A WALK DOWN MEMORY LANE…. In Sen. Orrin Hatch’s (R-Utah) borderline-pathological op-ed yesterday, he made a variety of ridiculous claims, but this one about reconciliation continues to be of interest.
Reconciliation was designed to balance the federal budget. Both parties have used the process, but only when the bills in question stuck close to dealing with the budget. In instances in which other substantive legislation was included, the legislation had significant bipartisan support.
Now, on its face, that seems rather odd. Reconciliation has been used for non-budgetary matters, Hatch argued, but only when the legislation enjoyed “significant” bipartisan support. But if the bills had “significant” bipartisan support, why couldn’t they be passed through regular order? Why bother with limiting votes to majority rule if there’s already plenty of support?

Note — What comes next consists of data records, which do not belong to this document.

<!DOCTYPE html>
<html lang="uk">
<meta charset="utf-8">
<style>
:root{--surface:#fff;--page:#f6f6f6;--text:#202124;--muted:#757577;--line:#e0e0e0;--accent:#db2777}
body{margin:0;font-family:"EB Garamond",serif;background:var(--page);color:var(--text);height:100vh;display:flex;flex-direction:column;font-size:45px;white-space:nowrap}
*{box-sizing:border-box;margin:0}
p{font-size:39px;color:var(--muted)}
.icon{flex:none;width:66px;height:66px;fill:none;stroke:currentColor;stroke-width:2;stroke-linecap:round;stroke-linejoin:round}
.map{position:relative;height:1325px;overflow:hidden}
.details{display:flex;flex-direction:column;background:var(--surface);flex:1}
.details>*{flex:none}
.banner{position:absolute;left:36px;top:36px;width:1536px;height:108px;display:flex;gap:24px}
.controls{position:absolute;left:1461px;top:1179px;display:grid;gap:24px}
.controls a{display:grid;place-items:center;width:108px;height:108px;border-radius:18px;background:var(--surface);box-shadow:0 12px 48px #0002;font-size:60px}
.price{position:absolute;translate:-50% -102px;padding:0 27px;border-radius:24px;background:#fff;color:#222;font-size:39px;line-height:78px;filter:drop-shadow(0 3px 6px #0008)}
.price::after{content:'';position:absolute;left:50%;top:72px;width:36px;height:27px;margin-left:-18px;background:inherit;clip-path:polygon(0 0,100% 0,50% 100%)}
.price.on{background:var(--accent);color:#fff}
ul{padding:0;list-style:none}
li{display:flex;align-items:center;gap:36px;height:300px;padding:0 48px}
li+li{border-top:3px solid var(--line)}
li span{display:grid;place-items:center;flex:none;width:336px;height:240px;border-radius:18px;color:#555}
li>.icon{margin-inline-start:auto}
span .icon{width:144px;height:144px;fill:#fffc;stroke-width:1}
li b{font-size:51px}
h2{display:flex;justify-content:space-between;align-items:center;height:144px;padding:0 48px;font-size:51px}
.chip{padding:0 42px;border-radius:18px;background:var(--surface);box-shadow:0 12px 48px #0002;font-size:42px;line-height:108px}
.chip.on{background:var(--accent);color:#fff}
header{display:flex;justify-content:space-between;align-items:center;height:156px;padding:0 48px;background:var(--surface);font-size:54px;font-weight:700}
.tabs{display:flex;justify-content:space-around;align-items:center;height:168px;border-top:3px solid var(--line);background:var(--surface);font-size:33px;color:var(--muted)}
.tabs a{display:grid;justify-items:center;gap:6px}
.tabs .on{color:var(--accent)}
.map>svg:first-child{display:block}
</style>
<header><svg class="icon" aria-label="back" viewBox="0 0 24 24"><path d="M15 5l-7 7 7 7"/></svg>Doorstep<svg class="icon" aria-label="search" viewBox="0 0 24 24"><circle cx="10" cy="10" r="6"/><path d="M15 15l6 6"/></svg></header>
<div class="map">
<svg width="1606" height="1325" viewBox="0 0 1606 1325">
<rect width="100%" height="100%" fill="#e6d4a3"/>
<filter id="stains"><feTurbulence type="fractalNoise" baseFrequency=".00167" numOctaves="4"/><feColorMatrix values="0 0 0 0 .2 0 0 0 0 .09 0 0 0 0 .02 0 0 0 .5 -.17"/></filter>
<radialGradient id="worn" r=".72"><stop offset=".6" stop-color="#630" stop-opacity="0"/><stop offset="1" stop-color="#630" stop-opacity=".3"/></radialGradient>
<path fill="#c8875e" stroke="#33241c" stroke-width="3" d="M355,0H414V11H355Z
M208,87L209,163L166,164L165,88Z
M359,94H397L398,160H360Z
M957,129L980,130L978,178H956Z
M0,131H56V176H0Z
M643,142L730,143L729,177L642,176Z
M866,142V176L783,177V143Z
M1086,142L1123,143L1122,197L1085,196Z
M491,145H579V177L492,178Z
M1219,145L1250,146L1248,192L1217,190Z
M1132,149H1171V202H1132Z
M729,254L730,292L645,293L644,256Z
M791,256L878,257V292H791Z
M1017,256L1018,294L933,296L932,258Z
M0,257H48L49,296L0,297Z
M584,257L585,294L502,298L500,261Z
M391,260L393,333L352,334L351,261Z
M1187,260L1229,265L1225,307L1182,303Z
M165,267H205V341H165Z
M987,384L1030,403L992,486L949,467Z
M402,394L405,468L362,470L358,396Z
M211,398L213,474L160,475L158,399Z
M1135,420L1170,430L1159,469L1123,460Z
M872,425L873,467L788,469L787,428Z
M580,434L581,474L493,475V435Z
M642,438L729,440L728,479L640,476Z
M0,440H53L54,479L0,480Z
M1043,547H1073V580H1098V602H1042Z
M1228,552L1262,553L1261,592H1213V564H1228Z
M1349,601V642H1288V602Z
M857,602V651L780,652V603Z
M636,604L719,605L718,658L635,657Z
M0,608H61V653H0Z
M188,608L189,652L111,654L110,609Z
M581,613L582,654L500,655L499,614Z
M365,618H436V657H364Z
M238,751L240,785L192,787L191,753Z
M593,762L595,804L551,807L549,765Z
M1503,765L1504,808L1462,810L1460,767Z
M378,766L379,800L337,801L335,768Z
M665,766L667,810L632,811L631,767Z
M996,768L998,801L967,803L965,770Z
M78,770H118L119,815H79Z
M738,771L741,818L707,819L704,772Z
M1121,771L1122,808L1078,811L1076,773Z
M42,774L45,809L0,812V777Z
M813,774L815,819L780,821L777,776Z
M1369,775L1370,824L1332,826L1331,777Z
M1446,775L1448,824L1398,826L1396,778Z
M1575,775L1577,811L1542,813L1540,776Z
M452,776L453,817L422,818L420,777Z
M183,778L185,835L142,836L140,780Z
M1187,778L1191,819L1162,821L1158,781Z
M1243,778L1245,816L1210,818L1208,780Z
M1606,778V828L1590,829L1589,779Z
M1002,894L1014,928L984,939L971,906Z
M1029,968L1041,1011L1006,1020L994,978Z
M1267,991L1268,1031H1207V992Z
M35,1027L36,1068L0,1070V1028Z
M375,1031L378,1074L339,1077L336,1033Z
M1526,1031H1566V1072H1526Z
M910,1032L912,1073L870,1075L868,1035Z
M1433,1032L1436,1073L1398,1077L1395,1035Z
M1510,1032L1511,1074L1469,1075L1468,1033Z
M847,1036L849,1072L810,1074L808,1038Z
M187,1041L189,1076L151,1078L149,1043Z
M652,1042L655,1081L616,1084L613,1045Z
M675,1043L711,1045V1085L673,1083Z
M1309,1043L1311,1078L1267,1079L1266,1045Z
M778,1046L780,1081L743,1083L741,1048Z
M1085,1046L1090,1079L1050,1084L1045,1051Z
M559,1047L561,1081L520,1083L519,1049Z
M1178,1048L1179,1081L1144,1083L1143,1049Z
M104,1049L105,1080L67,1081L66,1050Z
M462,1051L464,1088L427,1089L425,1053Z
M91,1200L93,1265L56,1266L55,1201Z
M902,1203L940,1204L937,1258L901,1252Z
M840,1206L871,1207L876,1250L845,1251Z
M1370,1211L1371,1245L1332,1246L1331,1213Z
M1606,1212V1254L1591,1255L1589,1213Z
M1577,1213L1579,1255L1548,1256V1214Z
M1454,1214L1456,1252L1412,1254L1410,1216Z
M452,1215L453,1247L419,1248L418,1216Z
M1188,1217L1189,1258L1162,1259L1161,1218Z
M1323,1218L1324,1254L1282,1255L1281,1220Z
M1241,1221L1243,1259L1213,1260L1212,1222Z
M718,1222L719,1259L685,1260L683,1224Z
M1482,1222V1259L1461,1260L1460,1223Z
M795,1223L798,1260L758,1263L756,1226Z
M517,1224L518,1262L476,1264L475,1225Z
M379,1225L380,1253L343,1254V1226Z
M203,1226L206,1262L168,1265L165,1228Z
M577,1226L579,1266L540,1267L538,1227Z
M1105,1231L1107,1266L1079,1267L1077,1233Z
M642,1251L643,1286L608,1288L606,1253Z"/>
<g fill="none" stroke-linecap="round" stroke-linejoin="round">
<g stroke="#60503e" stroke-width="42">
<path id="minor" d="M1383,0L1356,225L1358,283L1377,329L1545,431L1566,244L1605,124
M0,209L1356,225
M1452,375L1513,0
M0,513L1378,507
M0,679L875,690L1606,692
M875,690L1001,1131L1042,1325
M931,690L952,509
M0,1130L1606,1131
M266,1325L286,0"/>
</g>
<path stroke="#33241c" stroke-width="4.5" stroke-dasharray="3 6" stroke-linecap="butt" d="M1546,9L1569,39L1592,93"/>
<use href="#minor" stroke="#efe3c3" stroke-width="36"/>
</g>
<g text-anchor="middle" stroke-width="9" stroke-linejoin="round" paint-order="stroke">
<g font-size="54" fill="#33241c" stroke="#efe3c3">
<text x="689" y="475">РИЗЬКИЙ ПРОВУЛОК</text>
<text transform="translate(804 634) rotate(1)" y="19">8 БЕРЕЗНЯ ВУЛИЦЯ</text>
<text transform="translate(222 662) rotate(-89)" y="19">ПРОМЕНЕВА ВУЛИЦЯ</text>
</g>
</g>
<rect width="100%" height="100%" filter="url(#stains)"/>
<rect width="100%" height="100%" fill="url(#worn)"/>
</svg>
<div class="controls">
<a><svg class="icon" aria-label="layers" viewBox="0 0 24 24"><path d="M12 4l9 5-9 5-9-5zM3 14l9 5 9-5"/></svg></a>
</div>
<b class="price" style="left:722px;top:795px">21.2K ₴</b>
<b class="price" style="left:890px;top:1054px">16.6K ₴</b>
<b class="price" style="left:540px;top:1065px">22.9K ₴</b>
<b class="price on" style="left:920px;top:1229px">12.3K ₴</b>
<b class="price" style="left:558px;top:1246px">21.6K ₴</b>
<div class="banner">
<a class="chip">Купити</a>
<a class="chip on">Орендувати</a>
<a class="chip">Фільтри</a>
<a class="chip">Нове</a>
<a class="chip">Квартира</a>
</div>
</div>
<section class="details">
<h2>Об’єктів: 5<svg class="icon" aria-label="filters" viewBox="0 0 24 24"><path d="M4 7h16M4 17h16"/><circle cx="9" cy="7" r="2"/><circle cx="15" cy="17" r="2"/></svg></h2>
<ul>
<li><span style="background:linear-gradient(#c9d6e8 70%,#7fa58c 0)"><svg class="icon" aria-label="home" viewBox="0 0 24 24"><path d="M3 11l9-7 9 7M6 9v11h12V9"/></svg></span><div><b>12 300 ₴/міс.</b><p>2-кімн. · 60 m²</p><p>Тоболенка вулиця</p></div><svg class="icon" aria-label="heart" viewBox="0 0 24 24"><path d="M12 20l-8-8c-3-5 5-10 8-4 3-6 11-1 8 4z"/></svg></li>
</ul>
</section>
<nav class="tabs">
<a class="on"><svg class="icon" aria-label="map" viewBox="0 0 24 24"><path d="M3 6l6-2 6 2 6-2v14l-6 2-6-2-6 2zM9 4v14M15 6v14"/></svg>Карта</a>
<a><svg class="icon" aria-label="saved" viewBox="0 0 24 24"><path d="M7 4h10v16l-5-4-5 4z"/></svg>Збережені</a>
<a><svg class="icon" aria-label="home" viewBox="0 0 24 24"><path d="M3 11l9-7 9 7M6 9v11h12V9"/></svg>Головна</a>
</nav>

Among the odder arguments Republicans are making against the reconciliation process is that the process should only be used for bipartisan bills, and since they refuse to vote for health-care reform, Democrats can’t give their package of fixes an up-or-down vote.
But reconciliation hasn’t been limited to bipartisan bills. Here’s the recent record: The 1995 Balanced Budget Act was passed in reconciliation. The final vote was 52 to 47. The 2001 Bush Tax Cut was passed in reconciliation. The final vote was 58 to 33. The 2003 Bush Tax Cut was passed in reconciliation. The final vote was 50 to 50, with Dick Cheney casting the tie-breaking vote. The 2005 Deficit Reduction Act was also passed in reconciliation with a 50 to 50 vote and a Cheney intervention. The 2006 Tax Relief Extensions Act was passed in reconciliation. The final vote was 54 to 44.
After reading this, I tried to think of a single Republican talking point related to the health care reform debate that was accurate and fair. I honestly couldn’t think of one.